The ATF put a stop to SD Tactical’s “solvent trap” business. A solvent trap is a catch-all term for a parts kit for building a suppressor. These are similar to 80-percent firearm receivers.
Unfortunately for SD Tactical, the ATF does not distinguish between incomplete and complete suppressors. Unlike 80 percent firearms, which can be bought and sold without a background check because they are non-functional, solvent traps may be considered no different than complete, working, unregistered silencers.

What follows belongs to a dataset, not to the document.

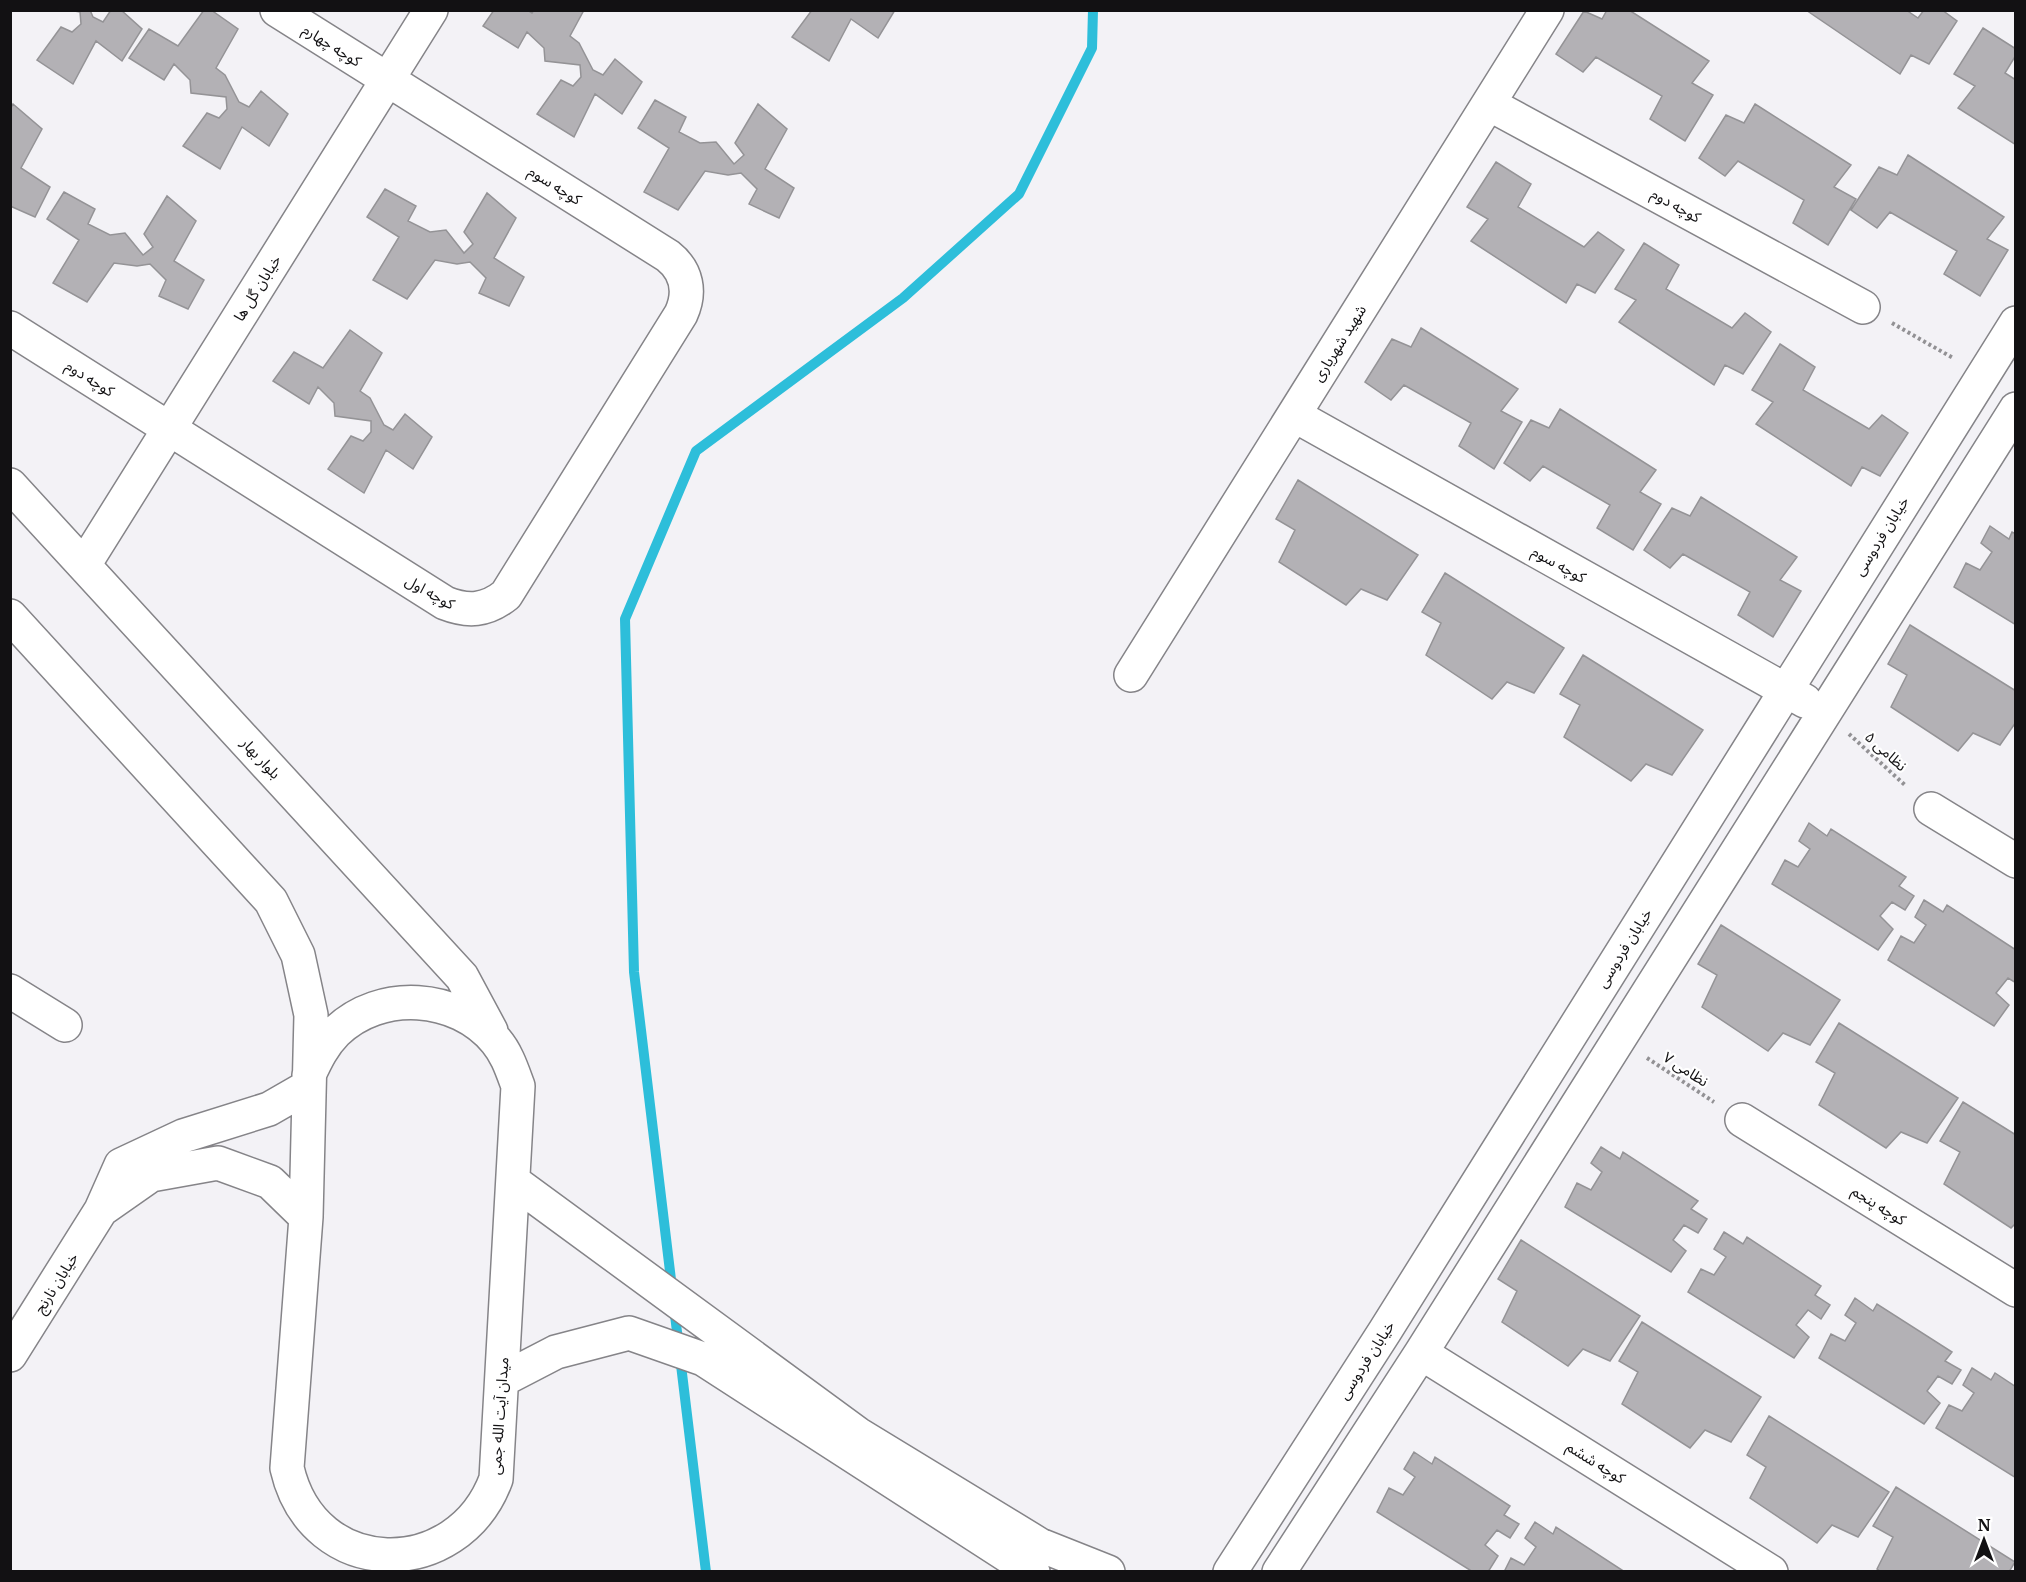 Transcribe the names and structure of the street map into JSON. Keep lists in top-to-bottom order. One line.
{"streets":{"street":["کوچه چهارم","کوچه سوم","کوچه دوم","خیابان گل ها","شهید شهریاری","خیابان فردوسی","کوچه اول","بلوار بهار","کوچه پنجم","خیابان نارنج","میدان آیت الله جمی","کوچه ششم"],"path":["نظامی ۵","نظامی ۷"]},"crossings":[["کوچه چهارم","کوچه سوم"],["کوچه چهارم","خیابان گل ها"],["کوچه سوم","خیابان گل ها"],["کوچه سوم","شهید شهریاری"],["کوچه سوم","خیابان فردوسی"],["کوچه سوم","کوچه اول"],["کوچه سوم","نظامی ۵"],["کوچه دوم","خیابان گل ها"],["کوچه دوم","شهید شهریاری"],["کوچه دوم","کوچه اول"],["خیابان گل ها","کوچه اول"],["خیابان گل ها","بلوار بهار"],["بلوار بهار","میدان آیت الله جمی"],["نظامی ۷","کوچه پنجم"],["خیابان نارنج","میدان آیت الله جمی"]],"north":"top"} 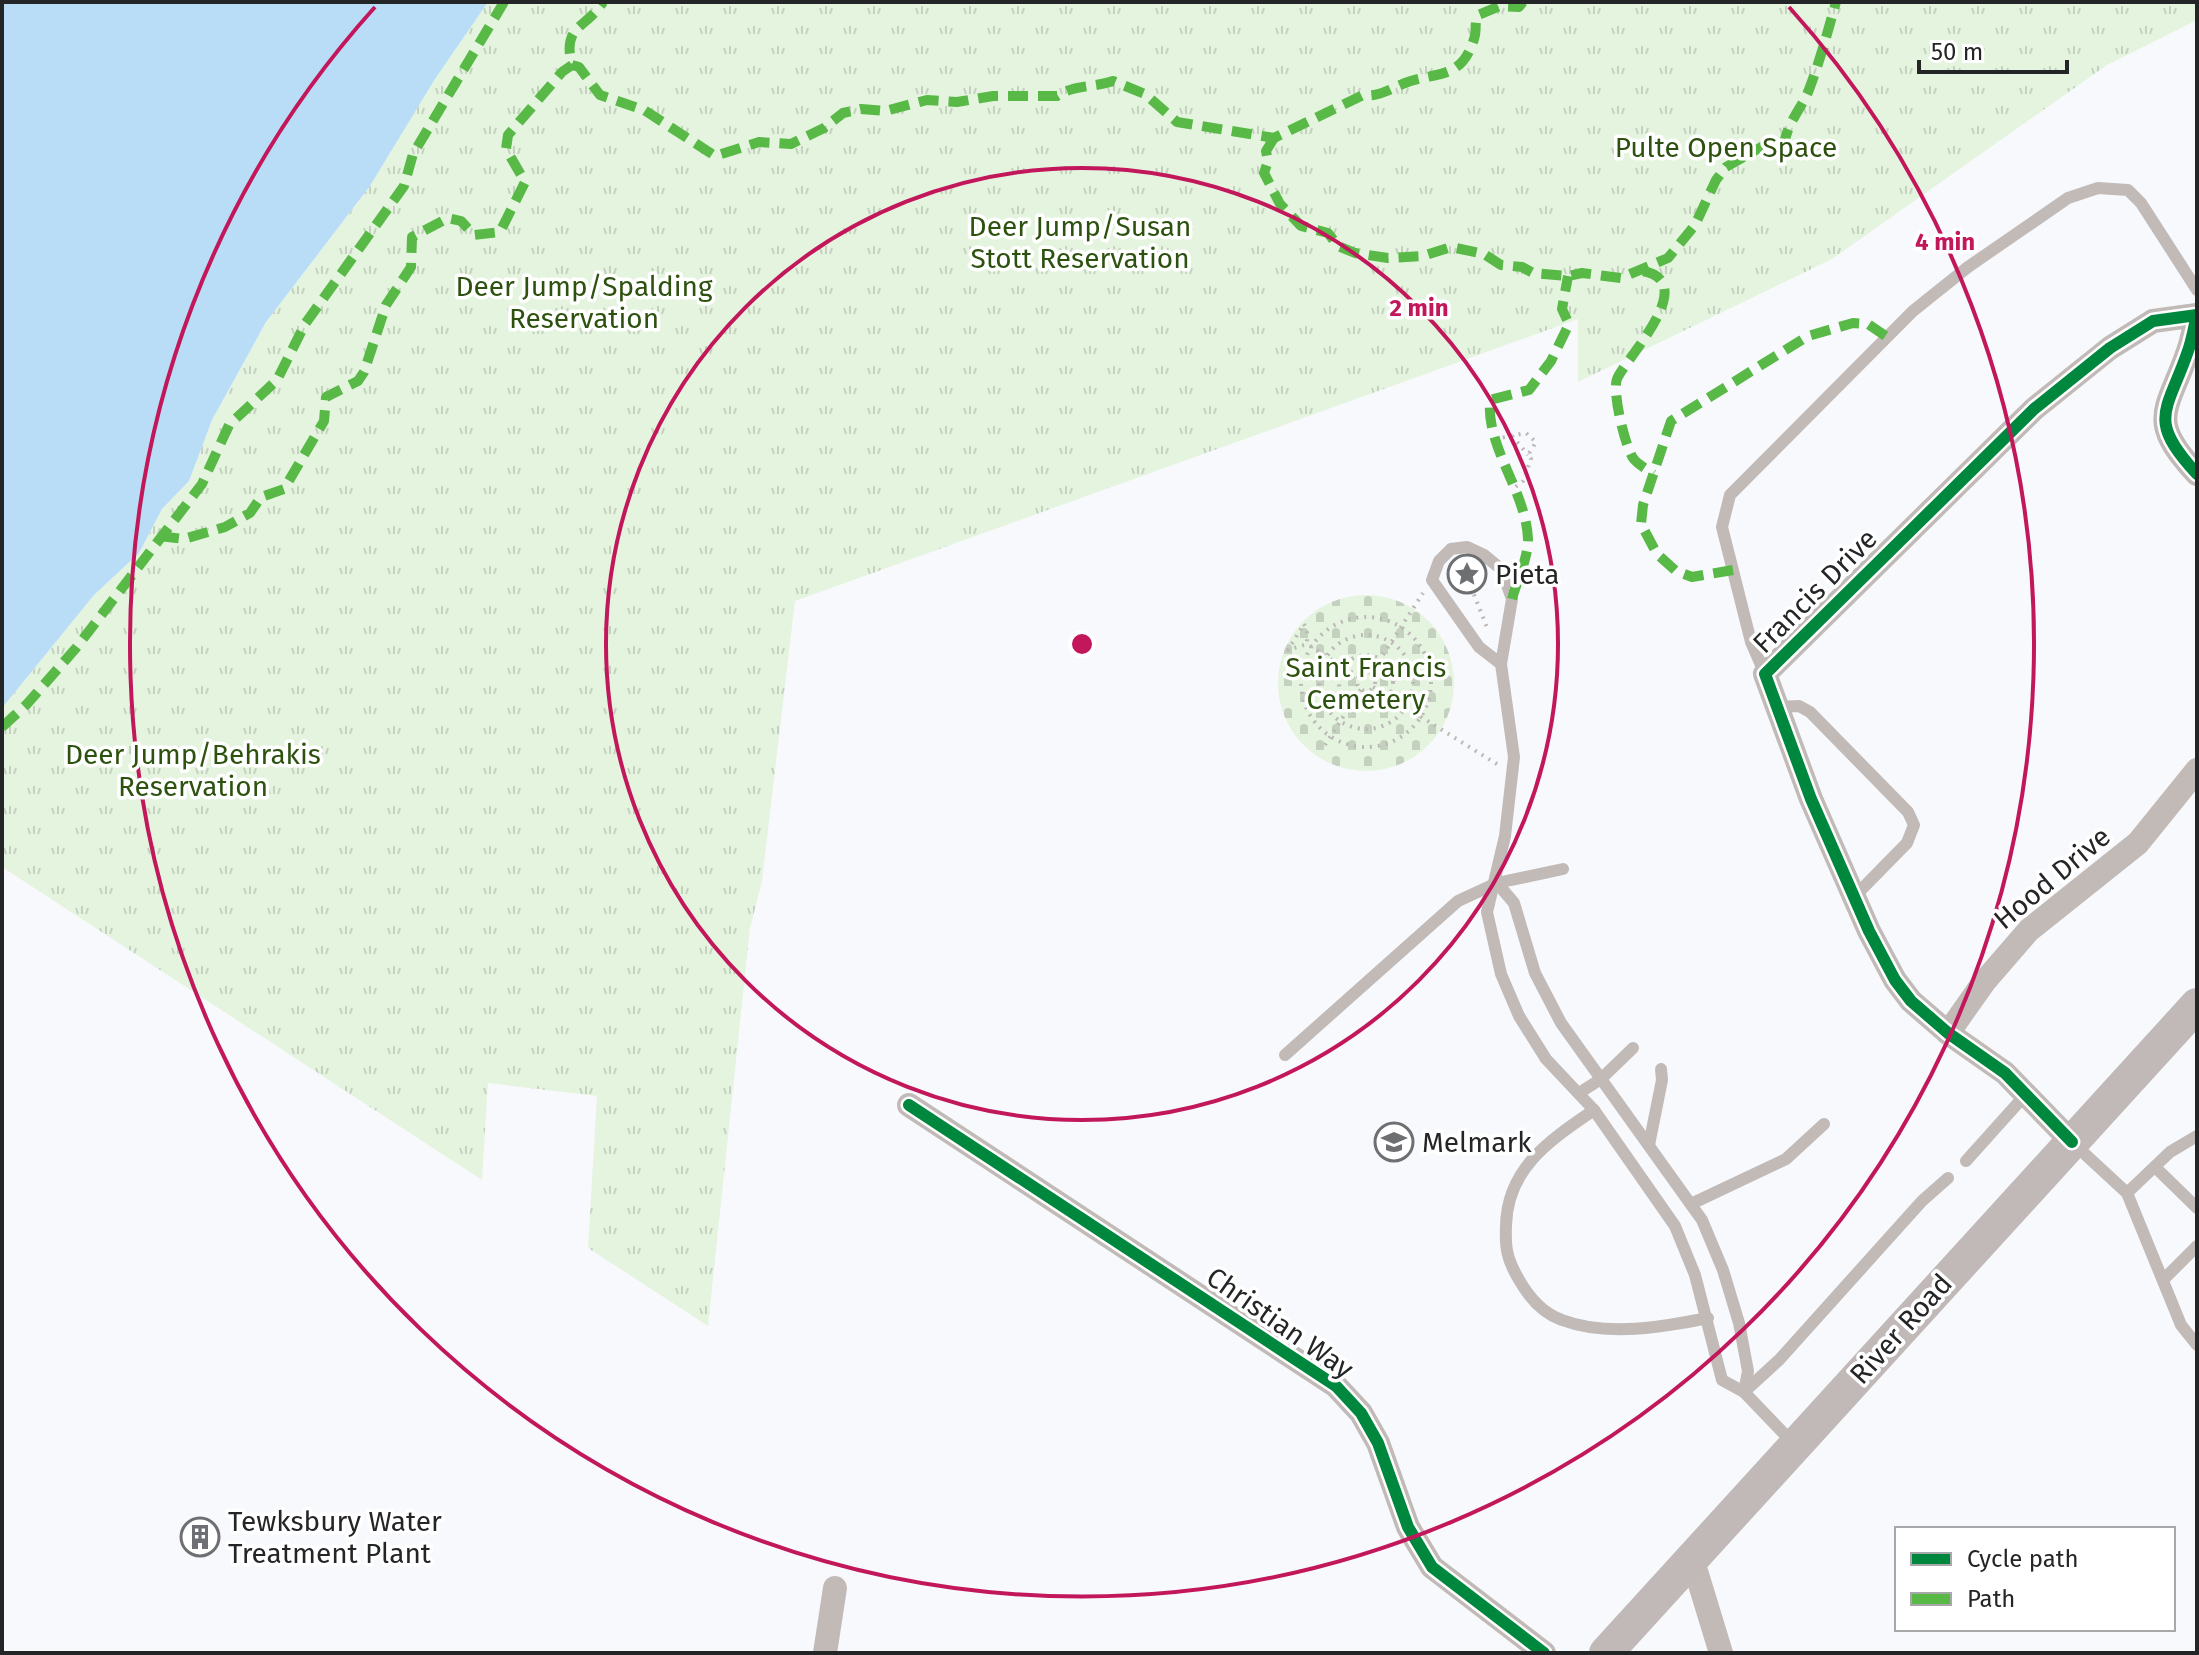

Purchasing a suppressor today is complicated and expensive even where they are permitted. The idea behind solvent traps is to make a low-cost parts kit for home gunsmiths to produce their own suppressors. These need to be manufactured in accordance with NFA regulations. Builders also like these kits because they are faster to process than complete suppressors.
By itself, a solvent trap is basically a barrel plug. They are called solvent traps because if you install one on a firearm for cleaning they will catch any solvents and debris that drips out of the muzzle. But because they also contain suppressor parts, selling them or possessing them without complying with the rules of the NFA can break the law.
“Today they shut us down,” said SD Tactical on Facebook. “The ATF shut down our business of selling solvent traps. This is 99 percent of our income. [The ATF] put three veterans, my wife and son out of work. They said I can’t sell freeze plugs. NAPA can’t even sell them to us because they are a suppressor part.”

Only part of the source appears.